When Ruben Amorim arrived at Manchester United in November, a new goalkeeper wasn’t exactly at the top of the to-do list. The club was still trying to remember what competent football looked like, and there were far bigger fires to put out. But over time, Amorim seems to have reached the inevitable conclusion: if United wants to rebuild, they’ll need to start from behind. Literally.
The official word, ahead of the trip to Newcastle, was that Onana was given a chance to ‘rest and disconnect,’ which is a polite way of saying he was dropped. This resulted from two costly mistakes against Lyon in the Europa League – a competition that was supposed to be a minor distraction, not another arena for disaster. The reality is more complex to spin: Onana has become a liability, and Amorim knows it.
Since joining United, Onana has made more errors that directly led to goals than any other Premier League goalkeeper. Even in the one area where he was supposed to excel—distribution—he’s often been erratic, misjudging passes, misplacing kicks, and generally radiating a sense of unease that seems to infect everyone around him.
Altay Bayindir, the backup, was handed a start at St James’ Park and promptly shipped four goals. It’s unfair to judge him on one outing, but United never expected him to be a long-term solution. So the search begins again—this time not for a ‘modern goalkeeper’ or an ‘elite distributor,’ but someone who can do the job.

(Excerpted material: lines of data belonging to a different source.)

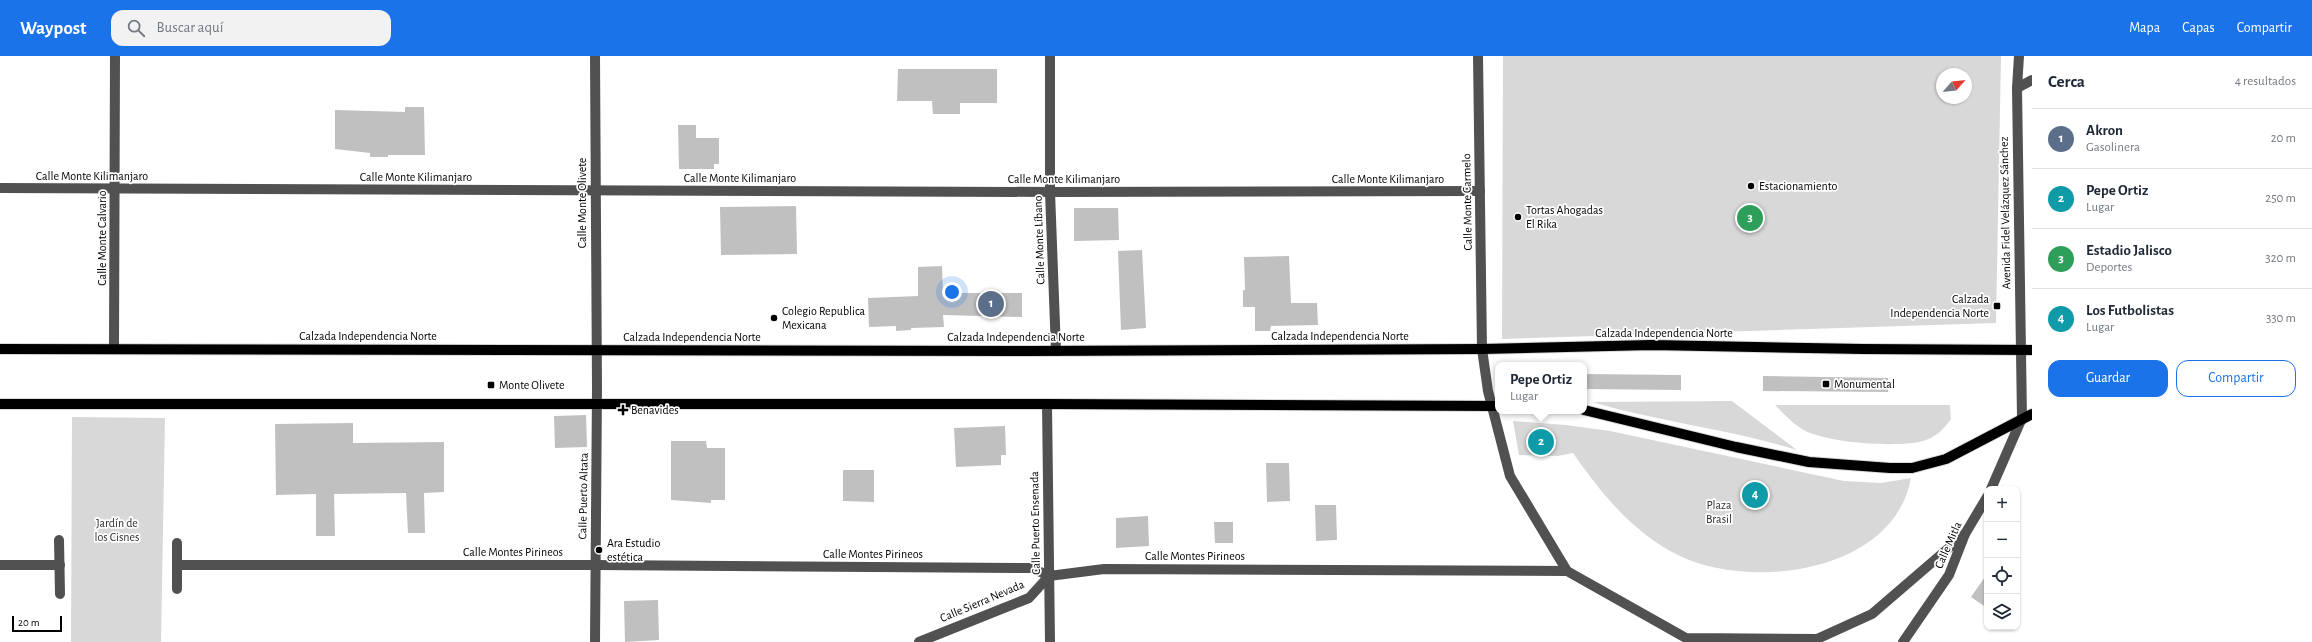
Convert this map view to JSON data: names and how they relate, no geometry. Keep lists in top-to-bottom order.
{
  "streets": {
    "main road": ["Calzada Independencia Norte"],
    "street": [
      "Calle Monte Kilimanjaro",
      "Calle Monte Carmelo",
      "Calle Monte Olivete",
      "Avenida Fidel Velázquez Sánchez",
      "Calle Monte Calvario",
      "Calle Monte Líbano",
      "Calle Puerto Altata",
      "Calle Puerto Ensenada",
      "Calle Mitla",
      "Calle Montes Pirineos",
      "Calle Sierra Nevada"
    ]
  },
  "crossings": [
    ["Calle Monte Kilimanjaro", "Calle Monte Carmelo"],
    ["Calle Monte Kilimanjaro", "Calle Monte Olivete"],
    ["Calle Monte Kilimanjaro", "Calle Monte Calvario"],
    ["Calle Monte Kilimanjaro", "Calle Monte Líbano"],
    ["Calle Monte Carmelo", "Calzada Independencia Norte"],
    ["Calle Monte Olivete", "Calzada Independencia Norte"],
    ["Calle Monte Olivete", "Calle Puerto Altata"],
    ["Avenida Fidel Velázquez Sánchez", "Calzada Independencia Norte"],
    ["Calle Monte Calvario", "Calzada Independencia Norte"],
    ["Calle Monte Líbano", "Calzada Independencia Norte"],
    ["Calzada Independencia Norte", "Calle Puerto Altata"],
    ["Calle Puerto Altata", "Calle Montes Pirineos"],
    ["Calle Puerto Ensenada", "Calle Montes Pirineos"],
    ["Calle Puerto Ensenada", "Calle Sierra Nevada"],
    ["Calle Montes Pirineos", "Calle Sierra Nevada"]
  ],
  "parks": ["Plaza Brasil", "Jardín de los Cisnes"],
  "places": {
    "other": [
      "Estacionamiento",
      "Tortas Ahogadas El Rika",
      "Colegio Republica Mexicana",
      "Ara Estudio estética"
    ],
    "transit": ["Calzada Independencia Norte", "Monumental", "Monte Olivete"],
    "health": ["Benavides"]
  },
  "scale_bar": "20 m",
  "north": "top right",
  "page": {
    "header": "Waypost",
    "search": "Buscar aquí",
    "nav": ["Mapa", "Capas", "Compartir"],
    "heading": ["Cerca", "4 resultados"],
    "list": [
      {
        "mark": "1",
        "name": "Akron",
        "note": "Gasolinera",
        "value": "20 m"
      },
      {
        "mark": "2",
        "name": "Pepe Ortiz",
        "note": "Lugar",
        "value": "250 m"
      },
      {
        "mark": "3",
        "name": "Estadio Jalisco",
        "note": "Deportes",
        "value": "320 m"
      },
      {
        "mark": "4",
        "name": "Los Futbolistas",
        "note": "Lugar",
        "value": "330 m"
      }
    ],
    "pins": [
      "3",
      "1",
      "2",
      "4"
    ],
    "buttons": ["Guardar", "Compartir"],
    "popup": ["Pepe Ortiz", "Lugar"],
    "map_buttons": ["+", "−"],
    "scale": "20 m"
  }
}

While Amorim has suggested that the emergence of young centre-back Ayden Heaven may lessen the need to shop for a new defender this summer, there’s no such internal solution in goal. Onana’s inconsistency has made that painfully clear. There is, now, a recognition within the club that if they are serious about returning to the top, they cannot afford to persist with a goalkeeper who invites calamity every other week.
Names like Lille’s Lucas Chevalier have been floated—hardly a marquee signing, but maybe that’s the point. Perhaps United don’t need glamour at this position. They need dependability, competence, and a goalkeeper who doesn’t make you hold your breath every time the ball is played back to him.
Onana was supposed to be a cornerstone of the rebuild. Instead, he’s become a case study in how far the club’s recruitment has drifted from reality. He cost £47 million – an absurd outlay for a player Inter Milan had picked up for free the previous year. But then, this is Manchester United: where timing is off, strategy is thin, and the price tag rarely matches the product.
Now, Amorim is tasked with the unenviable job of reassembling this fractured team, and he will have to do so with a goalkeeper who can command his box, not just play cute passes across it. Because whatever the vision for United’s future may be, it surely doesn’t include watching another season of André Onana, arms raised in bewildered apology, wondering how it all went wrong.